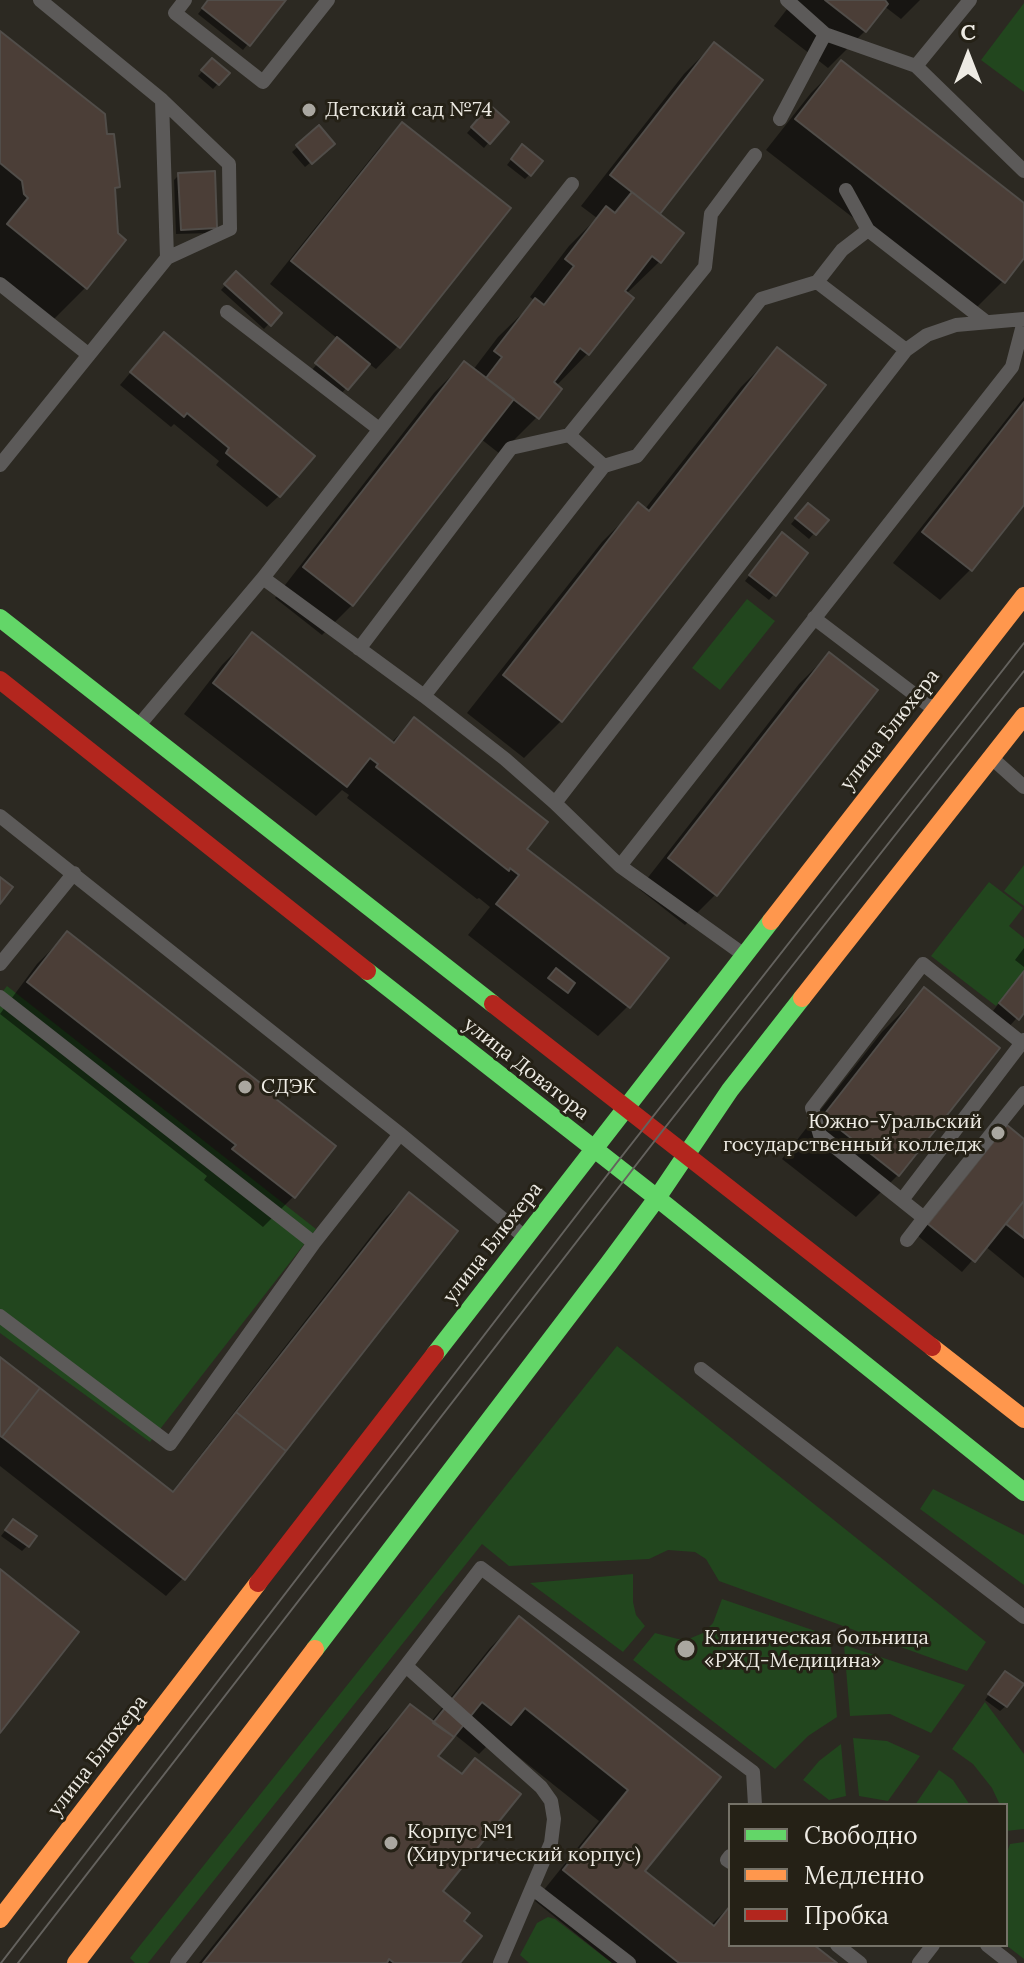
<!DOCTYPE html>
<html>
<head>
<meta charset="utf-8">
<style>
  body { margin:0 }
  #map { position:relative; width:1024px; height:1963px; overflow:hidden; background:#2c2922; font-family:Lora,serif }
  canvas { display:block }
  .legend { position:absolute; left:728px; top:1803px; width:280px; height:144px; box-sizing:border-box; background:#252116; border:2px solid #757268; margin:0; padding:10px 14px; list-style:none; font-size:24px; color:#eeebe4 }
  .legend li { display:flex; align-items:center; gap:16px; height:40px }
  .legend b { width:40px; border:2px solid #757268 }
  .north { position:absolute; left:928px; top:16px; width:80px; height:80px; -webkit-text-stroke:6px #252116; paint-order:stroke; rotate:0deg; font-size:22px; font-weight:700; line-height:32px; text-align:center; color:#eeebe4 }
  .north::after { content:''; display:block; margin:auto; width:28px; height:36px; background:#eeebe4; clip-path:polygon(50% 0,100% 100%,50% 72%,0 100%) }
</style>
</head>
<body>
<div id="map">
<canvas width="1024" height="1963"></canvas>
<ul class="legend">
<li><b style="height:10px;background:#63d668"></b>Свободно</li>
<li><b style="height:10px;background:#ff974d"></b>Медленно</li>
<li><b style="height:10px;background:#b3261e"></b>Пробка</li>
</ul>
<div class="north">С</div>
</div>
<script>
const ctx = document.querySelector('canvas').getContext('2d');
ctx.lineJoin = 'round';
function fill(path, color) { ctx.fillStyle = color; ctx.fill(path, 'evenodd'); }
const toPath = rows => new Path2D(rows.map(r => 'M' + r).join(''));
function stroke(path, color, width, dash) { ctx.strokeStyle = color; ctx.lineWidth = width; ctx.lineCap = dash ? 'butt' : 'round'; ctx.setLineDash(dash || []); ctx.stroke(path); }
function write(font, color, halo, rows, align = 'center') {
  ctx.font = font + ' Lora,serif'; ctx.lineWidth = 6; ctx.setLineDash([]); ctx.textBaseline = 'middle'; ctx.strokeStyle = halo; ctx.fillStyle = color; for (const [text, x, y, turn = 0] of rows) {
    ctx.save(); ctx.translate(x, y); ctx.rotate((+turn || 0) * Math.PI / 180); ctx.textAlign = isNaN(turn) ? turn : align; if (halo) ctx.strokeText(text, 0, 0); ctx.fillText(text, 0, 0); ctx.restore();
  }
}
fill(toPath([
  [1024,3,1024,92,981,60],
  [747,599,775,621,720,690,692,668],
  [1024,865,1024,906,1004,891],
  [989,882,1023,908,1009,926,1024,938,1024,971,996,1006,931,956],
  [7,986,316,1229,150,1442,0,1333,0,995],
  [617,1346,986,1642,967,1671,719,1581,706,1559,695,1552,668,1550,649,1559,509,1566,482,1544,148,1963,135,1963,130,1958],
  [933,1489,1024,1535,1024,1585,920,1509],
  [633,1574,633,1602,636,1615,645,1626,623,1652,530,1583],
  [722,1599,830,1636,837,1717,808,1736,775,1769,633,1660,655,1633,678,1639,691,1638,703,1633,713,1623],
  [844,1645,965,1685,931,1733,890,1714,850,1716],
  [985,1702,1024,1754,1024,1829,1006,1831,1006,1805,1000,1805,992,1788,973,1764,952,1749],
  [853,1738,887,1741,920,1756,888,1801,859,1796],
  [841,1744,846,1796,829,1800,803,1780,819,1761],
  [939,1770,953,1780,970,1805,915,1805],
  [1024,1842,1024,1959,1006,1945,1006,1855,1010,1844],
  [548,1917,555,1919,612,1963,529,1963,520,1955,537,1923]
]), '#22461e');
fill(toPath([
  [209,0,284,0,243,50,198,14],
  [794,0,920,0,901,19,884,6,865,31,828,68,774,26],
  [0,34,106,136,118,187,113,192,86,287,45,328,0,291],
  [714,44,761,81,656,214,681,233,659,262,626,294,588,353,556,386,537,417,500,454,481,439,352,605,322,635,275,598,434,393,464,363,473,370,498,337,535,301,530,297,569,246,597,218,581,206,684,74],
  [212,61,227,74,213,89,198,76],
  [841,63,1024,206,1024,255,1003,281,973,311,766,150,811,93],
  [490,108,489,142,484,148,467,133],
  [402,124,398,346,376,369,368,363,341,394,312,370,338,339,270,284,380,147],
  [319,128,327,149,305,167,292,152],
  [517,152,530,174,525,179,507,165],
  [179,175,215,227,210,233,176,234,174,180],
  [236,274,279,313,264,329,221,290],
  [153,346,279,496,267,507,216,465,219,461,174,424,171,427,120,385],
  [778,350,561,721,524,758,467,713,602,542,639,505,645,509,741,387],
  [1024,397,1024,502,970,570,940,600,893,563],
  [802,511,826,520,809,539,791,524],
  [777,540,774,594,769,600,745,581],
  [252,635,391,743,414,719,525,849,628,1006,598,1036,468,935,490,907,479,898,477,899,347,798,349,795,342,790,316,816,184,714,222,665],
  [829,654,715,895,685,925,639,889,799,684],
  [67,934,333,1146,293,1197,263,1227,204,1180,207,1176,0,1014,37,964],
  [1024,948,1024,967,1015,960],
  [1024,971,1024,1010,1006,1030,989,1016],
  [924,990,898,1175,856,1217,782,1159,882,1032],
  [996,1139,1024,1141,1024,1278,985,1246,962,1272,918,1236],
  [409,1194,183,1578,166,1596,0,1466,0,1360,171,1493,386,1217],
  [8,1527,27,1546,22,1551,1,1536],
  [520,1618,718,1777,642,1871,710,1926,730,1906,730,1945,811,1945,833,1963,612,1963,535,1901,599,1821,495,1738,479,1754,454,1734,436,1756,441,1891,458,1963,199,1963,380,1737,410,1707,430,1723,490,1648],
  [1000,1678,1006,1706,1000,1711,985,1700]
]), '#0007');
const building = toPath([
  [208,0,286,0,250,46,202,8,208,0],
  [825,0,885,0,888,4,866,32,825,0],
  [0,31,105,114,107,134,114,134,120,187,115,188,118,233,126,240,87,289,7,224,28,198,24,194,22,181,0,163,0,31],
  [714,42,763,80,660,214,610,175,714,42],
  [212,58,230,73,219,85,201,70,212,58],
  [841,60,1024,203,1024,258,1005,283,795,119,841,60],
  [490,105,509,122,490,144,471,127,490,105],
  [402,122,511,208,400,348,291,261,402,122],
  [319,125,335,144,312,164,296,145,319,125],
  [522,144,543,161,531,176,511,159,522,144],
  [215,171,217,228,181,230,178,173,215,171],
  [632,192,684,233,661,263,652,256,625,291,634,298,589,355,580,348,554,382,562,389,539,419,486,378,502,357,494,351,535,298,544,305,574,266,565,259,606,206,615,213,632,192],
  [236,271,282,313,271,326,224,284,236,271],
  [164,332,315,456,280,497,226,453,229,448,187,413,184,417,130,372,164,332],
  [337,337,370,364,348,390,315,363,337,337],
  [777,347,826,385,562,722,503,675,638,502,649,511,777,347],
  [464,361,514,399,353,606,303,567,464,361],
  [1024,402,1024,505,972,571,922,532,1024,402],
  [808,503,829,520,816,535,795,518,808,503],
  [782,532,808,553,776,596,749,575,782,532],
  [252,632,394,743,414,717,548,822,527,849,669,958,630,1008,496,904,519,875,510,868,509,871,376,767,378,764,370,758,347,787,213,683,252,632],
  [829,652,878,690,717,896,668,858,829,652],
  [0,877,13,887,0,904,0,877],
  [67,931,278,1097,276,1099,336,1146,295,1198,232,1149,236,1145,27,982,67,931],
  [556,968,575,983,568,993,548,978,556,968],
  [1024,971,1024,1013,1019,1020,999,1003,1024,971],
  [924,987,1000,1048,899,1176,823,1116,924,987],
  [1007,1125,1024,1139,1024,1201,975,1262,928,1224,1007,1125],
  [409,1192,458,1231,286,1451,236,1412,409,1192],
  [1024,1201,1024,1238,1006,1224,1024,1201],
  [0,1357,40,1388,2,1437,0,1436,0,1357],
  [40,1388,173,1492,236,1412,286,1451,185,1580,2,1437,40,1388],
  [13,1519,37,1536,29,1547,5,1530,13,1519],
  [0,1569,79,1632,0,1733,0,1569],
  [519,1616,721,1777,645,1871,714,1926,730,1906,730,1945,814,1945,837,1963,679,1963,563,1870,628,1790,525,1708,511,1725,482,1702,454,1737,433,1723,519,1616],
  [1005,1671,1024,1684,1007,1707,988,1694,1005,1671],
  [410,1704,454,1737,438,1756,462,1774,475,1758,521,1794,443,1891,470,1913,464,1921,482,1936,460,1963,394,1963,389,1959,387,1963,203,1963,410,1704]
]);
fill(building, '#4b3e37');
stroke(building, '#514d49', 2);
stroke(toPath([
  [185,0,175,13,263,82,328,0],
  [787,0,825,34,916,66,1024,171],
  [916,66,970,0],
  [162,100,229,164,230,229,167,258],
  [780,119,825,34],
  [846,190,868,230,985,321],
  [817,282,842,250,868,230],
  [0,284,89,355],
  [227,312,379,429],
  [569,435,604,466],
  [0,465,167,258,162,100,40,0],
  [263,578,424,696,505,759,555,803,620,866,740,952],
  [814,618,931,707],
  [359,649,511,448,569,435,705,267,711,214,755,155],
  [424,696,604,466,637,456,761,299,817,282,906,350],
  [140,724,263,578,572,184],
  [994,760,1024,787],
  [555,803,906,350,927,335,956,325,1024,319],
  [0,816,400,1134,521,1234],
  [620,866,1012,367,1024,321],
  [0,964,74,873],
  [0,997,314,1243],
  [902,1200,1024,1040],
  [924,1218,1024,1093],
  [907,1240,924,1218,820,1135,812,1108,923,964,1022,1043],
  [0,1316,170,1444,314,1243,400,1134],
  [701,1369,1024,1617],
  [406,1666,541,1787,551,1801,554,1819,551,1843,500,1963],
  [730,1856,727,1860,730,1862],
  [532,1888,629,1963],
  [837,1945,860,1963],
  [987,1945,1010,1963],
  [177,1963,481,1568,753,1772,755,1805],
  [919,1963,933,1945]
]), '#5c5a59', 14);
stroke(toPath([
  [0,618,493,1004],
  [367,971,657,1198,1024,1492],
  [435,1354,771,921],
  [315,1649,609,1263,657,1198,730,1090,802,998]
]), '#63d668', 18);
stroke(toPath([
  [771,921,1024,596],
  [802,998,1024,716],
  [932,1347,1024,1419],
  [0,1919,258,1583],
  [76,1963,315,1649]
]), '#ff974d', 18);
stroke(toPath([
  [0,680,367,971],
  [493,1004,932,1347],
  [258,1583,435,1354]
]), '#b3261e', 18);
stroke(toPath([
  [1,1963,615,1165,1024,643],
  [18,1963,660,1134,1024,671]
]), '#64625e', 2);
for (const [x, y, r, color] of [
  [309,110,8,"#aaa7a0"],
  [245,1087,8,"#aaa7a0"],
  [998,1133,8,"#aaa7a0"],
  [686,1649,10,"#aaa7a0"],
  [391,1843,8,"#aaa7a0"]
]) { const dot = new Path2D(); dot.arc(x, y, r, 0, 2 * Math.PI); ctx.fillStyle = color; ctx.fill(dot); stroke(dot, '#252116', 3); }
write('20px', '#eeebe4', '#252116', [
  ["Детский сад №74",325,110],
  ["СДЭК",261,1087],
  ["Южно-Уральский",982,1122,"right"],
  ["государственный колледж",982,1145,"right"],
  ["Клиническая больница",704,1638],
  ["«РЖД-Медицина»",704,1661],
  ["Корпус №1",407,1832],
  ["(Хирургический корпус)",407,1855]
], 'left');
write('20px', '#eeebe4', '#252116', [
  ["улица Блюхера",890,730,-52],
  ["улица Доватора",526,1069,38],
  ["улица Блюхера",493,1243,-52],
  ["улица Блюхера",98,1756,-52]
]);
</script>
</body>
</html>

* **Problem to solve**
Only lines with the word "setLineDash" are wanted; pull each of them from the records.

* **Solution to this exercise**
function stroke(path, color, width, dash) { ctx.strokeStyle = color; ctx.lineWidth = width; ctx.lineCap = dash ? 'butt' : 'round'; ctx.setLineDash(dash || []); ctx.stroke(path); }
  ctx.font = font + ' Lora,serif'; ctx.lineWidth = 6; ctx.setLineDash([]); ctx.textBaseline = 'middle'; ctx.strokeStyle = halo; ctx.fillStyle = color; for (const [text, x, y, turn = 0] of rows) {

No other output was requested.